[Saved entries]
#####

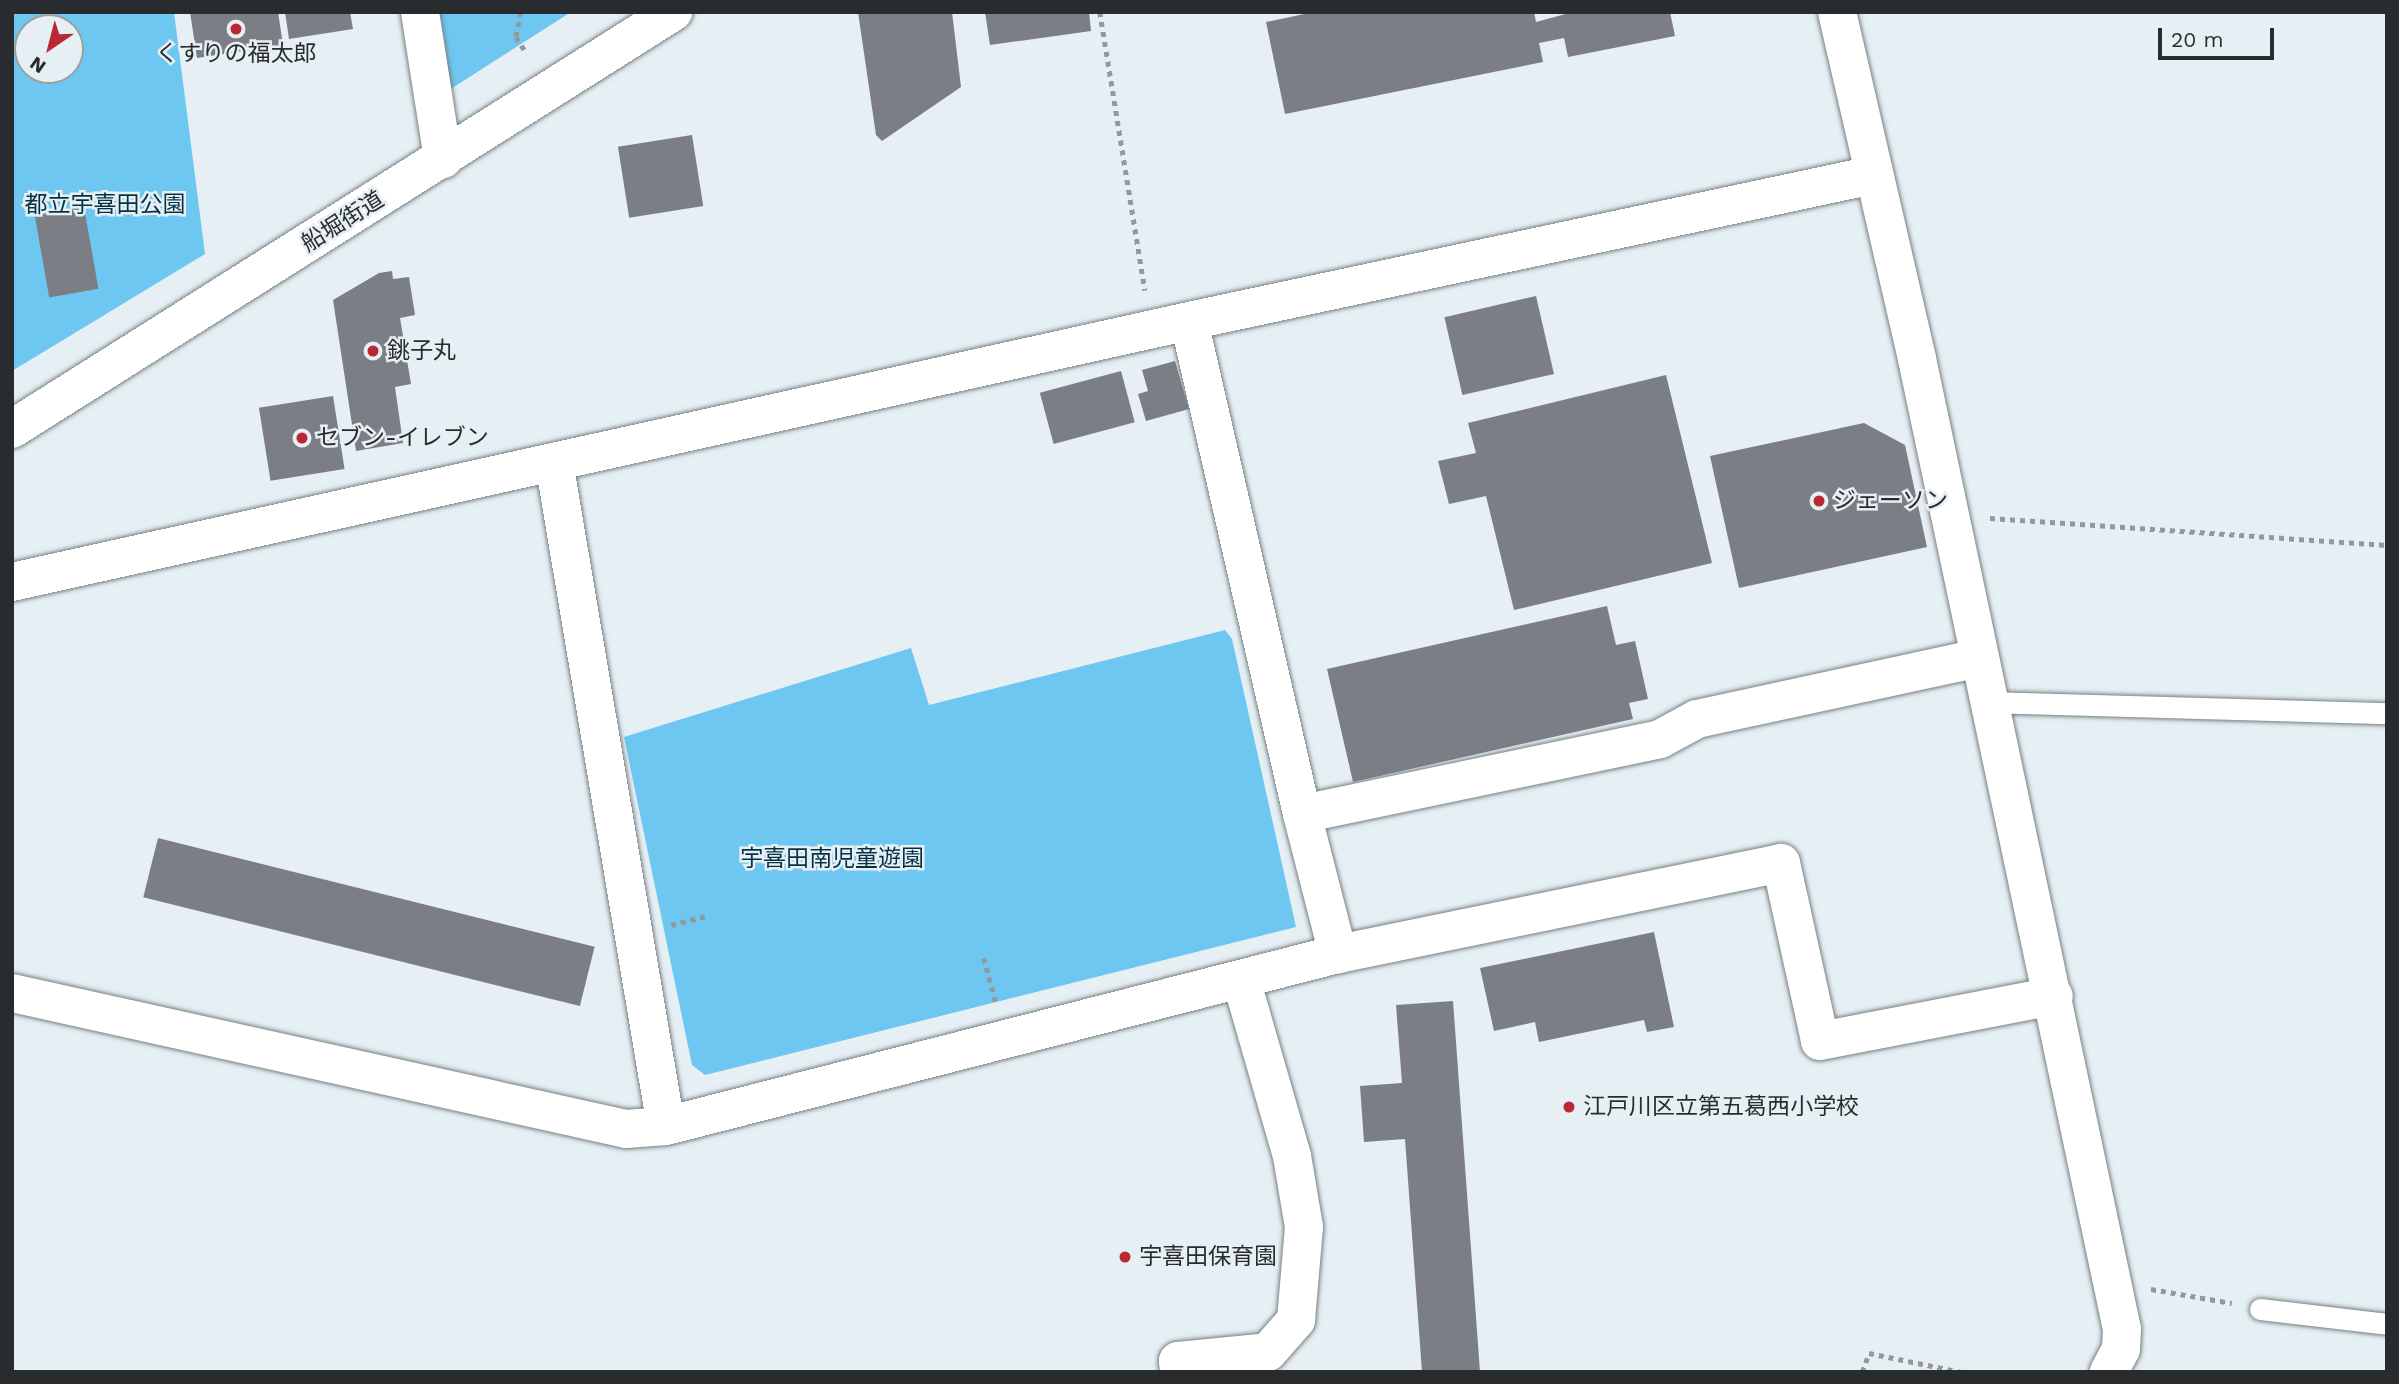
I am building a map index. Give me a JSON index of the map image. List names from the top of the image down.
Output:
{
  "streets": {
    "street": ["船堀街道"]
  },
  "parks": ["都立宇喜田公園", "宇喜田南児童遊園"],
  "places": [
    "くすりの福太郎",
    "銚子丸",
    "セブン-イレブン",
    "ジェーソン",
    "江戸川区立第五葛西小学校",
    "宇喜田保育園"
  ],
  "scale_bar": "20 m",
  "north": "bottom left"
}
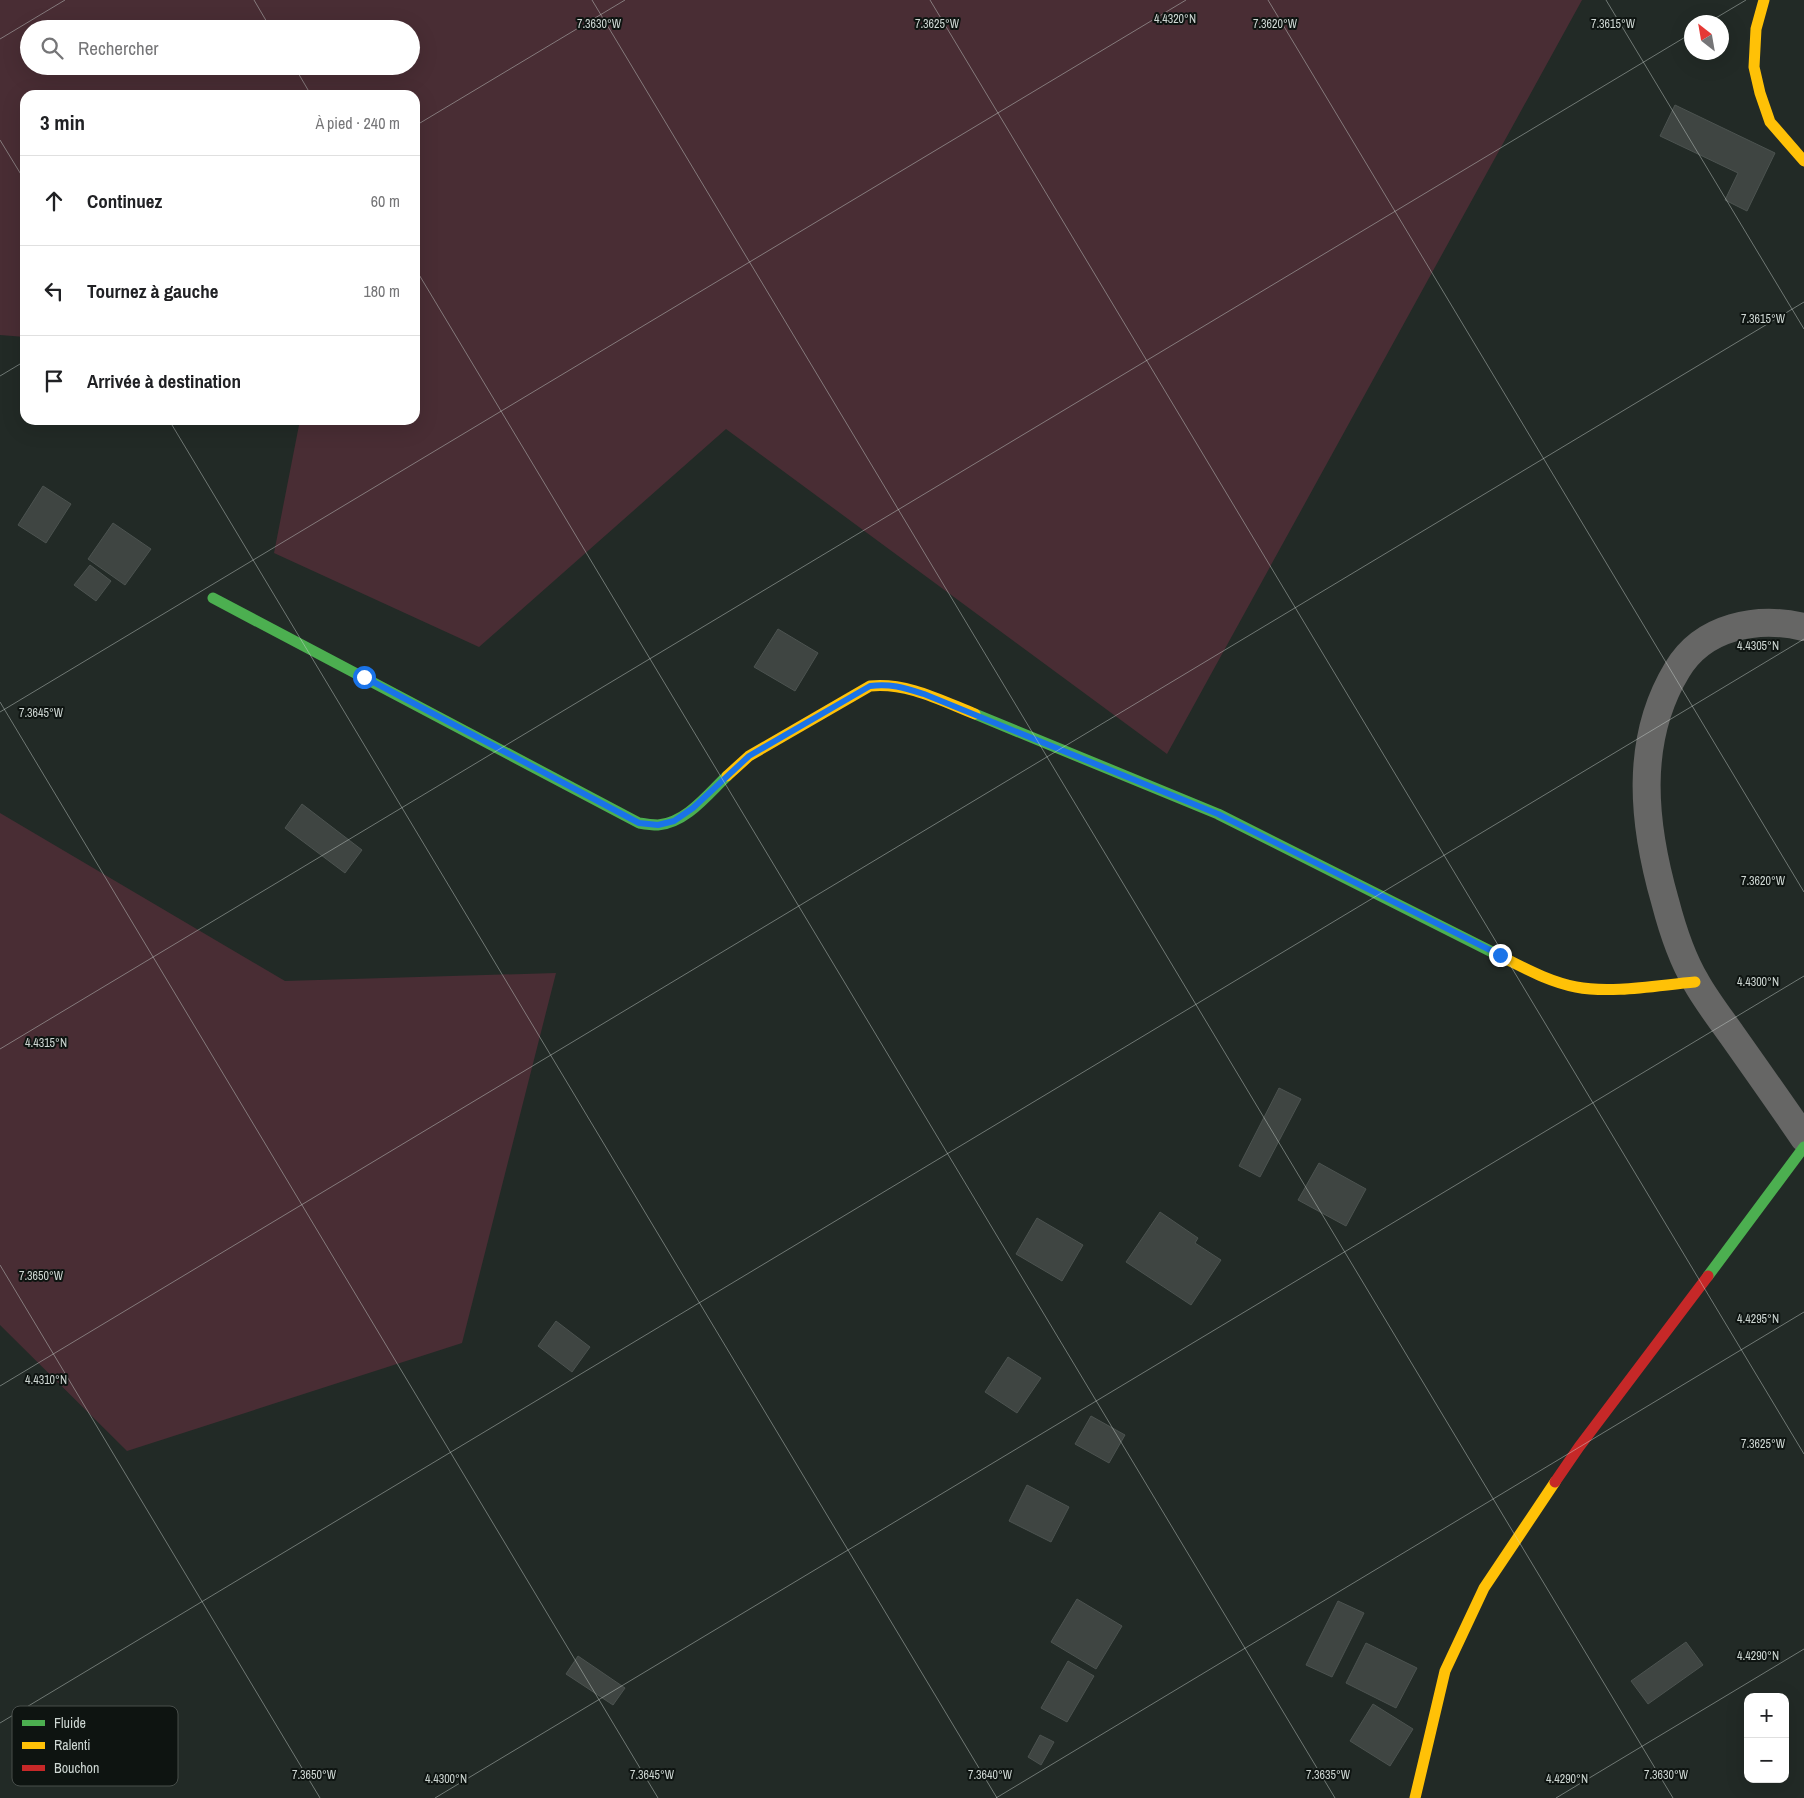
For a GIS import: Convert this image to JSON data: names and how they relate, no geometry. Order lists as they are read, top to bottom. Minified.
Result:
{"legend":["Fluide","Ralenti","Bouchon"],"north":"top left","page":{"search":"Rechercher","heading":["3 min","À pied · 240 m"],"list":[["Continuez","60 m"],["Tournez à gauche","180 m"],"Arrivée à destination"],"map_buttons":["+","−"]},"coordinates":["4.4320°N","7.3630°W","7.3625°W","7.3620°W","7.3615°W","4.4305°N","7.3645°W","4.4300°N","4.4315°N","7.3650°W","4.4295°N","4.4310°N","4.4290°N","7.3640°W","7.3635°W"]}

#####

• What is being asked:
Copy every record above exactly, leaving out any pictures.

• Solution to this task:
I am building a map index. Give me a JSON index of the map image. List names from the top of the image down.
Output:
{
  "streets": {
    "street": ["船堀街道"]
  },
  "parks": ["都立宇喜田公園", "宇喜田南児童遊園"],
  "places": [
    "くすりの福太郎",
    "銚子丸",
    "セブン-イレブン",
    "ジェーソン",
    "江戸川区立第五葛西小学校",
    "宇喜田保育園"
  ],
  "scale_bar": "20 m",
  "north": "bottom left"
}
For a GIS import: Convert this image to JSON data: names and how they relate, no geometry. Order lists as they are read, top to bottom. Minified.
Result:
{"legend":["Fluide","Ralenti","Bouchon"],"north":"top left","page":{"search":"Rechercher","heading":["3 min","À pied · 240 m"],"list":[["Continuez","60 m"],["Tournez à gauche","180 m"],"Arrivée à destination"],"map_buttons":["+","−"]},"coordinates":["4.4320°N","7.3630°W","7.3625°W","7.3620°W","7.3615°W","4.4305°N","7.3645°W","4.4300°N","4.4315°N","7.3650°W","4.4295°N","4.4310°N","4.4290°N","7.3640°W","7.3635°W"]}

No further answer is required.